Com a maior socialização e atividade geral do idoso, as interações amorosas aumentaram consideravelmente. E com o advento de novas medicações nas últimas décadas, o desempenho e interesse do homem pelo sexo também aumentou. As estatísticas mostram que, com o desejo, ainda aumentou o risco de doenças venéreas entre idosos, como sífilis e HIV. Mas muita gente considera repugnante ou mesmo engraçado o sexo entre idosos. O que você pensa?
Saiba que as pessoas idosas desfrutam, sim, de interesse e de vida sexual ativa, embora possam ter algumas dificuldades, como o preconceito da sociedade, a falta de um parceiro, problemas de saúde de um parceiro ou falta de privacidade (como no idoso institucionalizado). É preciso conversar sobre isso.
Existem dificuldades específicas da mulher: diminuição do desejo ou excitação, anorgasmia e dispareunia, atrofia urogenital (prurido vaginal, dor e secura). Há menos estudos e tratamentos para mulheres com problemas sexuais: além dos problemas de saúde, a sexualidade feminina é muito influenciada por fatores culturais e psicossociais. E existem dificuldades específicas do homem: disfunção erétil e hipogonadismo (aumentam com a idade); medicamentos, cirurgia, doença prostática, diabetes, doença vascular. A potência reduz com a idade: Cai 97% entre 50-59 anos e mais 51% entre 70-80 anos.
Mas o constrangimento inibe a busca de tratamento para disfunção sexual. O idoso reluta em buscar ajuda mesmo que tenha efeito grave em sua qualidade de vida. Receia que o médico o considere como “maníaco sexual” ou anormal por ainda praticar atividade sexual, teme desperdício de tempo do médico, internaliza o estereótipo do sexo na idade avançada como “errado” ou “inapropriado”. Além disso, o ambiente de cuidado não se presta a discussões sobre sexo. A família e o médico também frequentemente não abordam o tema por insegurança ou falta de tempo. Muitos profissionais de saúde acreditam que seus pacientes mais velhos não são (ou não devem ser) sexualmente ativos ou temem causar ofensa ao levantar problemas sexuais.

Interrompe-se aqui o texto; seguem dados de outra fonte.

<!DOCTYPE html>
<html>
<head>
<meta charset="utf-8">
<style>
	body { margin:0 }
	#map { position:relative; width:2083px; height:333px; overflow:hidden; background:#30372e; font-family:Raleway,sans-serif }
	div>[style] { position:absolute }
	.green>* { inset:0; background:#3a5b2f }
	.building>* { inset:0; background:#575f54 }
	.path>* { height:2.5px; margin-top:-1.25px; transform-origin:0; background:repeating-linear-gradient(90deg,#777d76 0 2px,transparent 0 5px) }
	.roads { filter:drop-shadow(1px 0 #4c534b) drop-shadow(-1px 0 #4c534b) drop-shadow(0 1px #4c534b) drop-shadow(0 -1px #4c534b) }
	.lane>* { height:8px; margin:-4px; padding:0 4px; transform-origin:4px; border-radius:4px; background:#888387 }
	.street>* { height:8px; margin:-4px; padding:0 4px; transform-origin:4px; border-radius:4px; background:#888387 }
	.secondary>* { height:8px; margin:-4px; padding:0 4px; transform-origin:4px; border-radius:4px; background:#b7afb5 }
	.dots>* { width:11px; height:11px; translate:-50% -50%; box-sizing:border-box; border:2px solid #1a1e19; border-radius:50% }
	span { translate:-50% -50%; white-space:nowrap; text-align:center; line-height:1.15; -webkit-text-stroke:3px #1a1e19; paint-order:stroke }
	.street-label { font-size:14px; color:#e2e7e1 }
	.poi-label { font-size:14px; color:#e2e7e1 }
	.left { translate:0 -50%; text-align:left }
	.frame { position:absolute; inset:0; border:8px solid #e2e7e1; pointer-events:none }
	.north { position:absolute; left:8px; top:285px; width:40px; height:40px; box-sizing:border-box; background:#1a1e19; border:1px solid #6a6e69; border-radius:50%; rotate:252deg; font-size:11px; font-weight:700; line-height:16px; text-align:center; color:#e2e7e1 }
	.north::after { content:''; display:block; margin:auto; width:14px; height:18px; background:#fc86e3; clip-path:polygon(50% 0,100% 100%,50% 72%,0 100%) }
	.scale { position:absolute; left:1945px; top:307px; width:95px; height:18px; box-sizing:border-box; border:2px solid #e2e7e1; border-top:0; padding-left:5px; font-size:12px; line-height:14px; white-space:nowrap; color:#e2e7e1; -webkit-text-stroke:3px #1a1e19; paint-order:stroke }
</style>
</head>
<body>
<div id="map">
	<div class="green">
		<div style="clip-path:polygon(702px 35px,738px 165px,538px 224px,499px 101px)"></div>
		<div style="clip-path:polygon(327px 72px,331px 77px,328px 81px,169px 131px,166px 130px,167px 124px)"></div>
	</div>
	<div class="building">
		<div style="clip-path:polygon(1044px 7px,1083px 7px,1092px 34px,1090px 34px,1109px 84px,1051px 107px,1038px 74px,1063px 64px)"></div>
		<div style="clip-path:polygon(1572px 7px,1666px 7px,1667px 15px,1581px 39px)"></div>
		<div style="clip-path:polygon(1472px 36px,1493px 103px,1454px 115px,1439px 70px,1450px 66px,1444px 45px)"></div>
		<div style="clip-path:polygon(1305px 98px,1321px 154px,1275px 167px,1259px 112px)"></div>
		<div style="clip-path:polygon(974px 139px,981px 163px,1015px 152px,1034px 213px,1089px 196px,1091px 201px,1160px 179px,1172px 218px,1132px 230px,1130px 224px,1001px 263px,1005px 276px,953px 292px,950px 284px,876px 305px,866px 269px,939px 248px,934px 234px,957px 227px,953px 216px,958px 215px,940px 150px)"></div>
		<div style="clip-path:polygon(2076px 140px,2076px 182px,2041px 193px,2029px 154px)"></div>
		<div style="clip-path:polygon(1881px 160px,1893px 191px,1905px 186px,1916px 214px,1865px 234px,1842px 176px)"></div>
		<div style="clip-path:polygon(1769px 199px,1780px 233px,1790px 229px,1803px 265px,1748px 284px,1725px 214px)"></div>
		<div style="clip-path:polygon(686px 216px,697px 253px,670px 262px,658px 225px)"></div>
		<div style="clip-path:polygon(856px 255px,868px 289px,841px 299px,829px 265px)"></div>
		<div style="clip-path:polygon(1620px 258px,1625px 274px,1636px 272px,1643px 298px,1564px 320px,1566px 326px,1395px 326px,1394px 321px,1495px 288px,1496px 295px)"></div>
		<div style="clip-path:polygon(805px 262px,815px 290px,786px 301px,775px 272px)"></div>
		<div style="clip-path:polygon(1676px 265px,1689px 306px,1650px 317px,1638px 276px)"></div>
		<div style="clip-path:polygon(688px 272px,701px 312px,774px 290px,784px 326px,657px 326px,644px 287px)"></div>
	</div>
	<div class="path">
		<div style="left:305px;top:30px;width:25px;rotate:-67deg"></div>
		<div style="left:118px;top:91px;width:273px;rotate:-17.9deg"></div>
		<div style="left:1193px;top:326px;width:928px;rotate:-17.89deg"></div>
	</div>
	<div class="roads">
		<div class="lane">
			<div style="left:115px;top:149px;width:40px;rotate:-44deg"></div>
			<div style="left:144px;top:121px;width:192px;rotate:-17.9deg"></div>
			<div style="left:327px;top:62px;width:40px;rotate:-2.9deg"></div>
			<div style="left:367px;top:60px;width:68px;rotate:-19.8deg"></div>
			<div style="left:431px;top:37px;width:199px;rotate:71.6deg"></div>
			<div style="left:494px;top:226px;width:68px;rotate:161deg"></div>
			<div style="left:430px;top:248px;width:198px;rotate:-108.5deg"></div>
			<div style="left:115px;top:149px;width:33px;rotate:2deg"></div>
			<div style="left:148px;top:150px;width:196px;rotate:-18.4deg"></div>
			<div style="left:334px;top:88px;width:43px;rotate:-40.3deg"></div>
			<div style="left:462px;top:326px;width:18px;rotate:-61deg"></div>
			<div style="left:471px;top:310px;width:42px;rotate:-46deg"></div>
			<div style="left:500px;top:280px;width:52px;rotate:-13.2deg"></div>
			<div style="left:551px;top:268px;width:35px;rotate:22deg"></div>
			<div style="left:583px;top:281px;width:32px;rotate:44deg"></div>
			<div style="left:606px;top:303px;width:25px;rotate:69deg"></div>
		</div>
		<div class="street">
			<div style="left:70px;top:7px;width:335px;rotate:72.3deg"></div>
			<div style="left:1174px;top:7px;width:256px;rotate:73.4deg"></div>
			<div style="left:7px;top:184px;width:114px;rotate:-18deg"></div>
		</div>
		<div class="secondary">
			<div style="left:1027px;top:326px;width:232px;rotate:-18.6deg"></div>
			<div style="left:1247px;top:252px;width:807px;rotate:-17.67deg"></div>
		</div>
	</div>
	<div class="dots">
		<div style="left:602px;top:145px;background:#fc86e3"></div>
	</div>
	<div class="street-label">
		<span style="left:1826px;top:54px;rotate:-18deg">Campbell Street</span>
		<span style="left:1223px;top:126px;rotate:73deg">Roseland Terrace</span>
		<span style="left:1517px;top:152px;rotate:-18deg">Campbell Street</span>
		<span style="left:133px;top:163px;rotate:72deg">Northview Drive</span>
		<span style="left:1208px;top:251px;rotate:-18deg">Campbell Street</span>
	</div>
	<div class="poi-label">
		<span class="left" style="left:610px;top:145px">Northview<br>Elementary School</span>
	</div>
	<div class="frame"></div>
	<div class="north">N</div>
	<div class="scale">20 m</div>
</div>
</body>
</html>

Só um profissional de saúde treinado está preparado para transmitir conhecimentos sobre a sexualidade do idoso e para discuti-la com sensibilidade. E o que o idoso deve esperar do profissional de saúde em termos de melhora na sua vida sexual? O profissional de saúde deve:● investigar, especialmente em idosos com doenças crônicas e em usos de determinados medicamentos ● Iniciar um diálogo sobre o tema pedindo permissão para fazer perguntas mais pessoais ● Abordar em privacidade ● Educar sobre fatores e estilo de vida que podem afetar a sexualidade. ● Instruir sobre as mudanças que se pode esperar no funcionamento sexual à medida em que se envelhece e quais as opções disponíveis para ajudá-los ● Aumentar a conscientização sobre sexualidade na velhice e melhorar as habilidades de comunicação ● Lidar com suas próprias reações e atitudes em relação ao paciente, sem se deixar levar por preconceitos
Procure falar sobre isso com seu médico.